A San Valentino un italiano su cinque ha scelto di regalare fiore, confermando che questo rimane il regalo preferito per esprimere i propri sentimenti, ma oltre la metà preferisce non regalare niente di materiale. E’ quanto emerge dai risultati del sondaggio condotto dal sito www.coldiretti.it dal quale si evidenzia che una minoranza del 15 per cento dona cioccolatini o altri dolciumi, il 7 per cento capi di abbigliamento e l’8 per cento si lancia nell’impegnativo omaggio di un gioiello. Nonostante la crisi economica, i fiori restano ad essere il regalo preferito. I fiori vincono perché – continua la Coldiretti – permettono di esprimere, con classe, fantasia e prezzi ragionevoli, i propri sentimenti senza intaccare sensibilmente il proprio bilancio, e sono più graditi dei cioccolatini che rischiano di compromettere il duro ‘lavoro’ di queste settimane per tornare in forma dopo le festività natalizie e il carnevale appena concluso.

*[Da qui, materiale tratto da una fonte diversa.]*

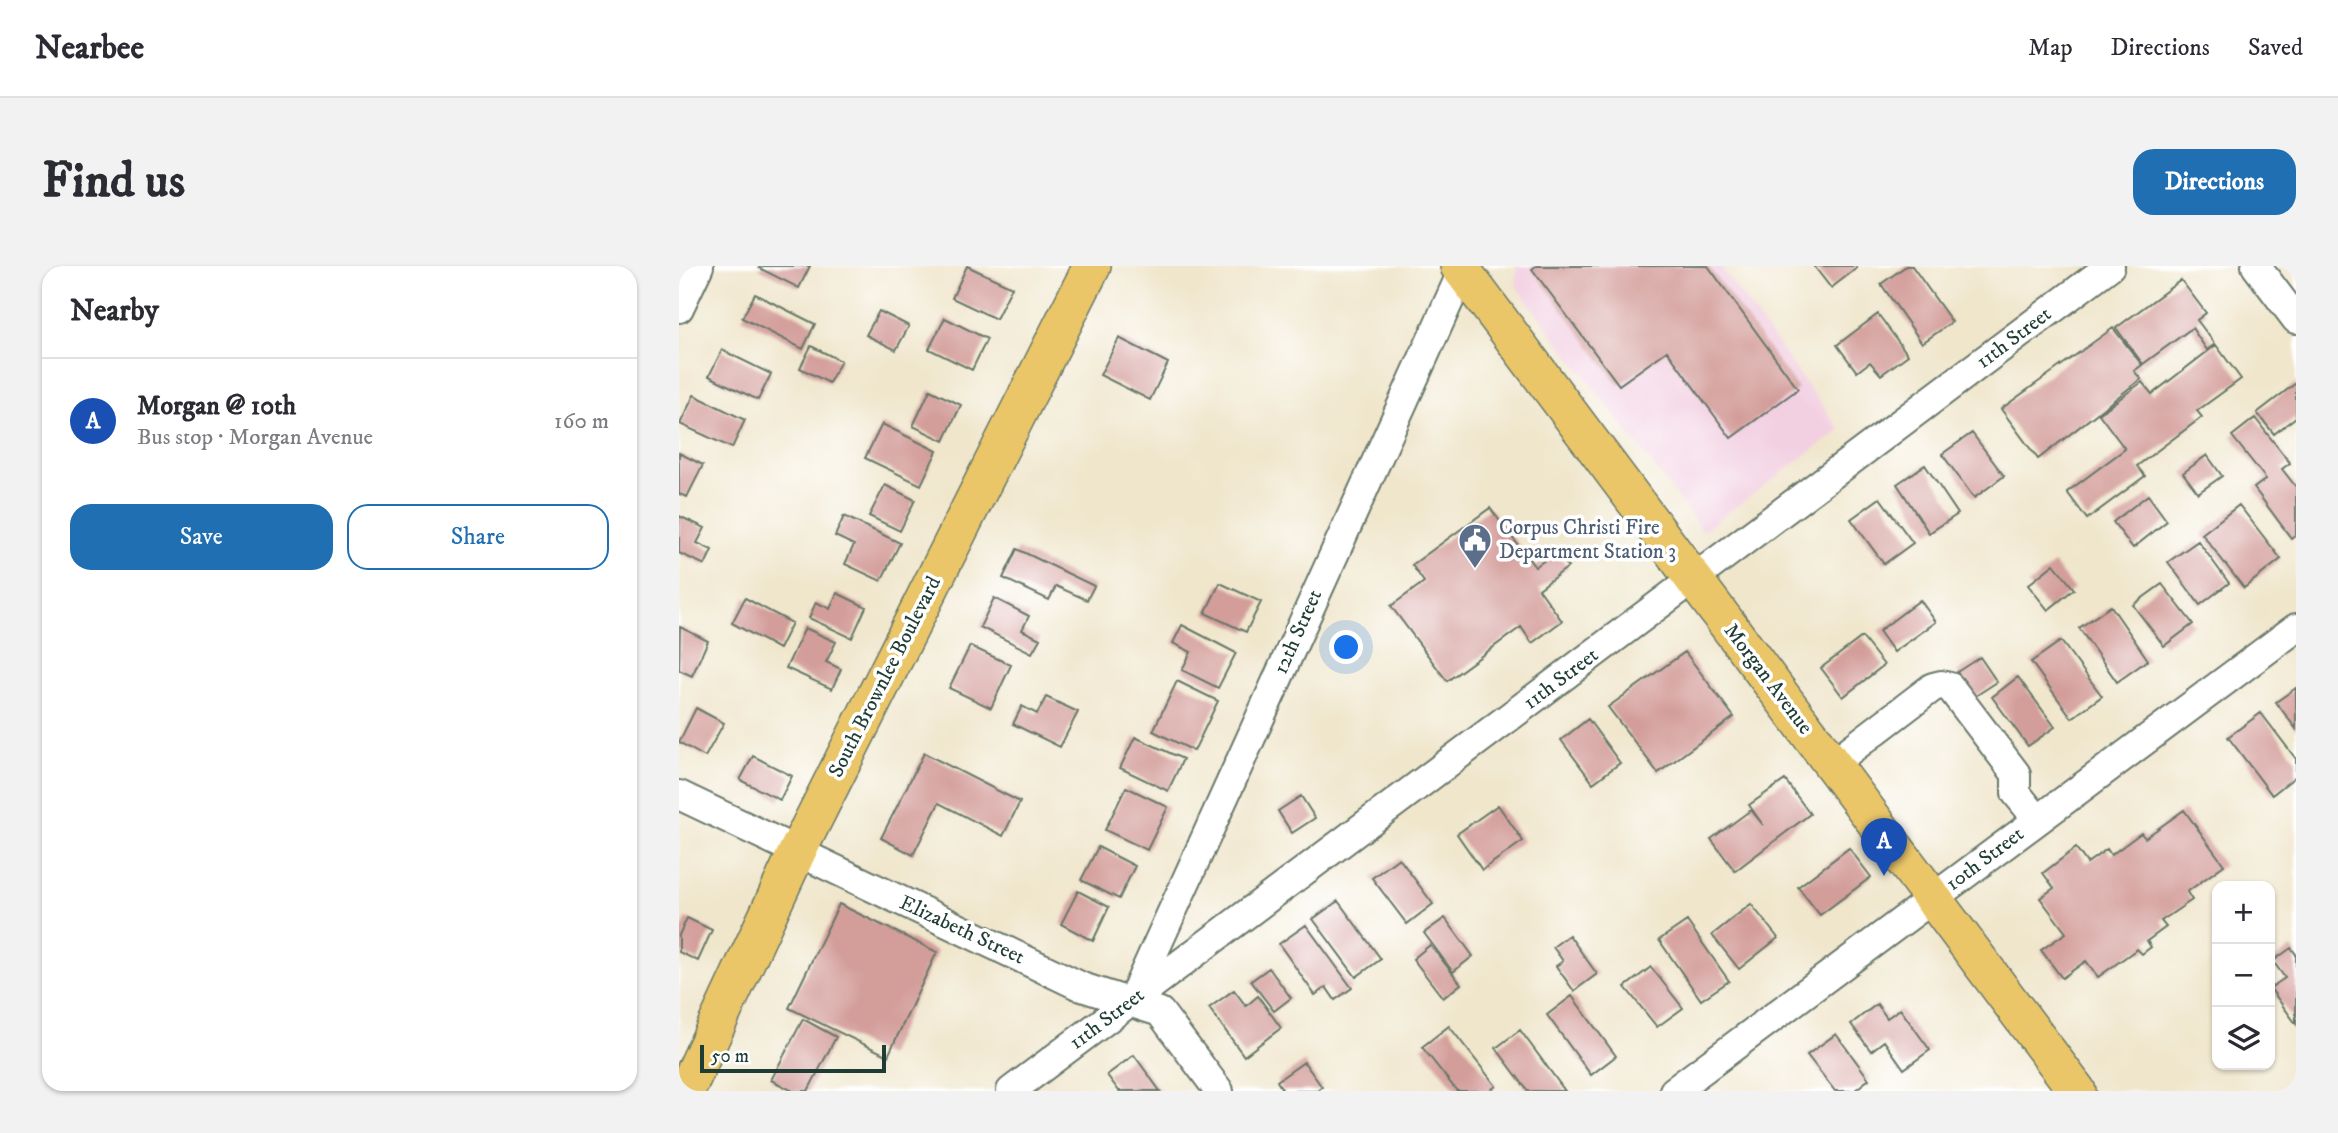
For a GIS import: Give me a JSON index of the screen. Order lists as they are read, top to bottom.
{
  "streets": {
    "main road": ["South Brownlee Boulevard", "Morgan Avenue"],
    "street": [
      "11th Street",
      "12th Street",
      "10th Street",
      "Elizabeth Street"
    ]
  },
  "crossings": [
    ["11th Street", "12th Street"],
    ["11th Street", "Morgan Avenue"],
    ["11th Street", "Elizabeth Street"],
    ["12th Street", "Morgan Avenue"],
    ["12th Street", "Elizabeth Street"],
    ["South Brownlee Boulevard", "Elizabeth Street"],
    ["Morgan Avenue", "10th Street"]
  ],
  "places": {
    "public building": ["Corpus Christi Fire Department Station 3"]
  },
  "scale_bar": "50 m",
  "page": {
    "header": "Nearbee",
    "nav": ["Map", "Directions", "Saved"],
    "buttons": [
      "Directions",
      ["Save", "Share"]
    ],
    "title": "Find us",
    "heading": "Nearby",
    "list": [
      {
        "mark": "A",
        "name": "Morgan @ 10th",
        "note": "Bus stop · Morgan Avenue",
        "value": "160 m"
      }
    ],
    "pins": "A",
    "map_buttons": ["+", "−"],
    "scale": "50 m"
  }
}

Il papavero, invece, simboleggia tranquillità e serenità e potrebbe essere utilizzato per indicare che tutto sta procedendo per il meglio. Per mantenere più a lungo il dono d’amore è bene – suggerisce la Coldiretti – una volta giunti in casa accorciare il gambo tagliando i 3-4 centimetri finali dello stelo, non con le forbici che schiaccerebbero i canali di transito dell’acqua all’interno del fiore, ma con un coltello affilato e con un taglio netto e obliquo. E’ necessario cambiare l’acqua ogni giorno e assicurarsi che questa sia fresca e pulita. Ci sono anche piccoli segreti come quello – continua la Coldiretti – di sciogliere nell’acqua un’aspirina o 3-4 gocce di candeggina per litro d’acqua al fine di impedire la formazione di batteri che ostruirebbero i canali per portare l’acqua al fiore. Evitate l’esposizione alla luce e alle correnti d’aria o la vicinanza a fonti di calore. Infine è bene tenere i fiori lontani dalla frutta che ne accelera la maturazione e ne accorcia la vita.